▶ **RECORDS FOR THE TASK**:
══════════════════════════════

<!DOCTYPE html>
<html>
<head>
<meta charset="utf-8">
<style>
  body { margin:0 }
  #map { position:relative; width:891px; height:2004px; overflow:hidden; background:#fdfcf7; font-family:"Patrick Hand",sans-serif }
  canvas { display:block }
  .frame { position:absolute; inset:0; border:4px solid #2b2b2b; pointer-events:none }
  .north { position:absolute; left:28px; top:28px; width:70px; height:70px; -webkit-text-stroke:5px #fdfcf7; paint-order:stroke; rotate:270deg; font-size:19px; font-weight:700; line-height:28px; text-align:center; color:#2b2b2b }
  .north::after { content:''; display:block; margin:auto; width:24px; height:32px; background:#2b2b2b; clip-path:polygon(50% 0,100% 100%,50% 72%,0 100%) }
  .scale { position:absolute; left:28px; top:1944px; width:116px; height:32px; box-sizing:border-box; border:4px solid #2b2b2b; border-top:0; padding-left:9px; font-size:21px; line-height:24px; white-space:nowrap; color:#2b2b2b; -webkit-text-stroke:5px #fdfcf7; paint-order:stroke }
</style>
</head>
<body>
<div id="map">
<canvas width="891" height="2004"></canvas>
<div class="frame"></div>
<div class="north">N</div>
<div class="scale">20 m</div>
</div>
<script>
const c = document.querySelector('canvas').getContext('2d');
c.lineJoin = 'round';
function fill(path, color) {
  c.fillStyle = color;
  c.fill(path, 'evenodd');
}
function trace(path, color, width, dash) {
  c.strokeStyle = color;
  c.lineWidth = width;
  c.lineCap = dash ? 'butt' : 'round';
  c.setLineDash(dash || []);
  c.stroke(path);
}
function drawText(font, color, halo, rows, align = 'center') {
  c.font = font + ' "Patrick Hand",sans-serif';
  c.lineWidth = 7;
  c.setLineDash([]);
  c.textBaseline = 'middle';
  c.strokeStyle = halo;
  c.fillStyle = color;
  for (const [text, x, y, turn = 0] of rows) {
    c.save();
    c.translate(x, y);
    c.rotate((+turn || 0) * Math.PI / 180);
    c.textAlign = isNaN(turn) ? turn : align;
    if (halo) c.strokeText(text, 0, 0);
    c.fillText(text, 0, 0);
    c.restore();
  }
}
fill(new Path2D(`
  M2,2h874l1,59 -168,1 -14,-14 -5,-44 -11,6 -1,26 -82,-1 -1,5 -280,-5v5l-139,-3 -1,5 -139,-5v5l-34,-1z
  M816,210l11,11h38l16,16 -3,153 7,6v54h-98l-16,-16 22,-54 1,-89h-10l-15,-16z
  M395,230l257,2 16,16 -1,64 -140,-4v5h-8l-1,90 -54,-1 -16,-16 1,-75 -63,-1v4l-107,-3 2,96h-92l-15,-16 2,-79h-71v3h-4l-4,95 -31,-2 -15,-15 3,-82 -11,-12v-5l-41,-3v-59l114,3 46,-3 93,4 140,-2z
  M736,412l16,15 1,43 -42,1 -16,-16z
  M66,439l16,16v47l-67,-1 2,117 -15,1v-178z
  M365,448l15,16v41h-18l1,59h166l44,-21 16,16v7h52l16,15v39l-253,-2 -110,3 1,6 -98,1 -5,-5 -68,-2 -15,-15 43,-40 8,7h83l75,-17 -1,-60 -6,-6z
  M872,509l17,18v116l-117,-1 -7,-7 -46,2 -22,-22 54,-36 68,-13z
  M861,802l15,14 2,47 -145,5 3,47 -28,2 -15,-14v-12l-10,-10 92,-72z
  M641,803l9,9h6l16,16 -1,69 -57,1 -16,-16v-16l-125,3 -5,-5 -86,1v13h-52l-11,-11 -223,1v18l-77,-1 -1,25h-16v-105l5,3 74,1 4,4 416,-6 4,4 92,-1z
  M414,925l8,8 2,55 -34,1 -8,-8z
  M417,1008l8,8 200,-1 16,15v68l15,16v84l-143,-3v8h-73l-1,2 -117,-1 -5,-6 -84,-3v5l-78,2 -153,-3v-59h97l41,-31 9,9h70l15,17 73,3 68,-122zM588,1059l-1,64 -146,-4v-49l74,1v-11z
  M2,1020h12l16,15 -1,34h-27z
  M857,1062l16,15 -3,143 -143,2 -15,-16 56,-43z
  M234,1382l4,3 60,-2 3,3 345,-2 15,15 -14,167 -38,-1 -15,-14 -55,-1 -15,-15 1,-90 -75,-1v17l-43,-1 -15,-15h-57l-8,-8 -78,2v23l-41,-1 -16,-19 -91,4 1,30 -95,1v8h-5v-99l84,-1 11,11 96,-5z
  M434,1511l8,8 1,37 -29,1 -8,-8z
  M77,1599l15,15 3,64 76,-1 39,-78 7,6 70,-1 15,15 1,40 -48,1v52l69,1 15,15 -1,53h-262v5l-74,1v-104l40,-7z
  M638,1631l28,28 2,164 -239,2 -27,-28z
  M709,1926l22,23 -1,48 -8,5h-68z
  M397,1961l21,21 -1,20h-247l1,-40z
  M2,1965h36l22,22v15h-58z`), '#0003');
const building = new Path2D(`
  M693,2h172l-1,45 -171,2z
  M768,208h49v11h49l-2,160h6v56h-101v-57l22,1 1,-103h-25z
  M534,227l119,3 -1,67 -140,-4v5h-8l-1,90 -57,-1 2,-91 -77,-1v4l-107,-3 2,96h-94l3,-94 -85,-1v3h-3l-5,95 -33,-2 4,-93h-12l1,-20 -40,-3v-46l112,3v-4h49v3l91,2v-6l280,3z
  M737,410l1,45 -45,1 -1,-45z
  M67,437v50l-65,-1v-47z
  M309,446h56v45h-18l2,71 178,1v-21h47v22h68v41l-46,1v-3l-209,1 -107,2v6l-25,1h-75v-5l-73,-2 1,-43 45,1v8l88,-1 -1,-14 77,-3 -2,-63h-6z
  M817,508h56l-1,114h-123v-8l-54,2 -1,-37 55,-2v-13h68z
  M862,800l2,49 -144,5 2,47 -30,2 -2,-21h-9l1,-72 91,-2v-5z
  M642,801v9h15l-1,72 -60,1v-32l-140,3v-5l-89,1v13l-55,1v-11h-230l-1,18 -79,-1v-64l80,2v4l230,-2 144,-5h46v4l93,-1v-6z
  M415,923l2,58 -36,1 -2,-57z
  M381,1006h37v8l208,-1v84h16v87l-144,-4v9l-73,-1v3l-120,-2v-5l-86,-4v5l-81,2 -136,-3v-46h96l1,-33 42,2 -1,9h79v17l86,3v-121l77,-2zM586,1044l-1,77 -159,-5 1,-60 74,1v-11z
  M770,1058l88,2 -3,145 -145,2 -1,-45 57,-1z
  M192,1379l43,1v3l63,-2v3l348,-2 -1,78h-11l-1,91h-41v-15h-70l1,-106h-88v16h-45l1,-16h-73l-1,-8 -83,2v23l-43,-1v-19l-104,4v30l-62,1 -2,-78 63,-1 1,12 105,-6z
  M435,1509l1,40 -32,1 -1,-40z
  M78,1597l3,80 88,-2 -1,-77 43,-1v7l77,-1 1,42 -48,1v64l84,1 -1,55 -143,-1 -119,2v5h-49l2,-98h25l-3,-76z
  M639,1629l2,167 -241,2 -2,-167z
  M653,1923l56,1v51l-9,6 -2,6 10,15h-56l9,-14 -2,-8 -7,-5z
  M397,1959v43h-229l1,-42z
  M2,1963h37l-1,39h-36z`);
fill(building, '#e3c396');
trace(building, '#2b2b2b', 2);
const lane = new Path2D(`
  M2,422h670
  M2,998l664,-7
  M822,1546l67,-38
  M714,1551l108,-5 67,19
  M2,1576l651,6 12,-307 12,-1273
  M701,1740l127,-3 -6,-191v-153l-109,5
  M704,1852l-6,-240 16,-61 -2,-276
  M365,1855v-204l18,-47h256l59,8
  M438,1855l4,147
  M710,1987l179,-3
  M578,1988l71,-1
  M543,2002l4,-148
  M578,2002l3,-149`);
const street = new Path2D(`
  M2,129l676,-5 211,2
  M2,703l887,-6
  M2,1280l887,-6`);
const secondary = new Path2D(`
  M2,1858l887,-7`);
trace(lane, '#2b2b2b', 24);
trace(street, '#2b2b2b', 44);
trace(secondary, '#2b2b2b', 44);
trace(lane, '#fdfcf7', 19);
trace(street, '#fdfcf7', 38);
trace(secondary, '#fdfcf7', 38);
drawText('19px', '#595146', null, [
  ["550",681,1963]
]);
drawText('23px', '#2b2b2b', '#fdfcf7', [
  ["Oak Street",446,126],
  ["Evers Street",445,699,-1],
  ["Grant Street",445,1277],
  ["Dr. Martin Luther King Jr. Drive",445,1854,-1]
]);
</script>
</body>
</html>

══════════════════════════════

▶ **WORK ORDER**:
Up to and including the line that contains "function trace(path, color, width, dash)", output the records above exactly, beginning with their first line.

▶ **ANSWER TO THIS PROBLEM**:
<!DOCTYPE html>
<html>
<head>
<meta charset="utf-8">
<style>
  body { margin:0 }
  #map { position:relative; width:891px; height:2004px; overflow:hidden; background:#fdfcf7; font-family:"Patrick Hand",sans-serif }
  canvas { display:block }
  .frame { position:absolute; inset:0; border:4px solid #2b2b2b; pointer-events:none }
  .north { position:absolute; left:28px; top:28px; width:70px; height:70px; -webkit-text-stroke:5px #fdfcf7; paint-order:stroke; rotate:270deg; font-size:19px; font-weight:700; line-height:28px; text-align:center; color:#2b2b2b }
  .north::after { content:''; display:block; margin:auto; width:24px; height:32px; background:#2b2b2b; clip-path:polygon(50% 0,100% 100%,50% 72%,0 100%) }
  .scale { position:absolute; left:28px; top:1944px; width:116px; height:32px; box-sizing:border-box; border:4px solid #2b2b2b; border-top:0; padding-left:9px; font-size:21px; line-height:24px; white-space:nowrap; color:#2b2b2b; -webkit-text-stroke:5px #fdfcf7; paint-order:stroke }
</style>
</head>
<body>
<div id="map">
<canvas width="891" height="2004"></canvas>
<div class="frame"></div>
<div class="north">N</div>
<div class="scale">20 m</div>
</div>
<script>
const c = document.querySelector('canvas').getContext('2d');
c.lineJoin = 'round';
function fill(path, color) {
  c.fillStyle = color;
  c.fill(path, 'evenodd');
}
function trace(path, color, width, dash) {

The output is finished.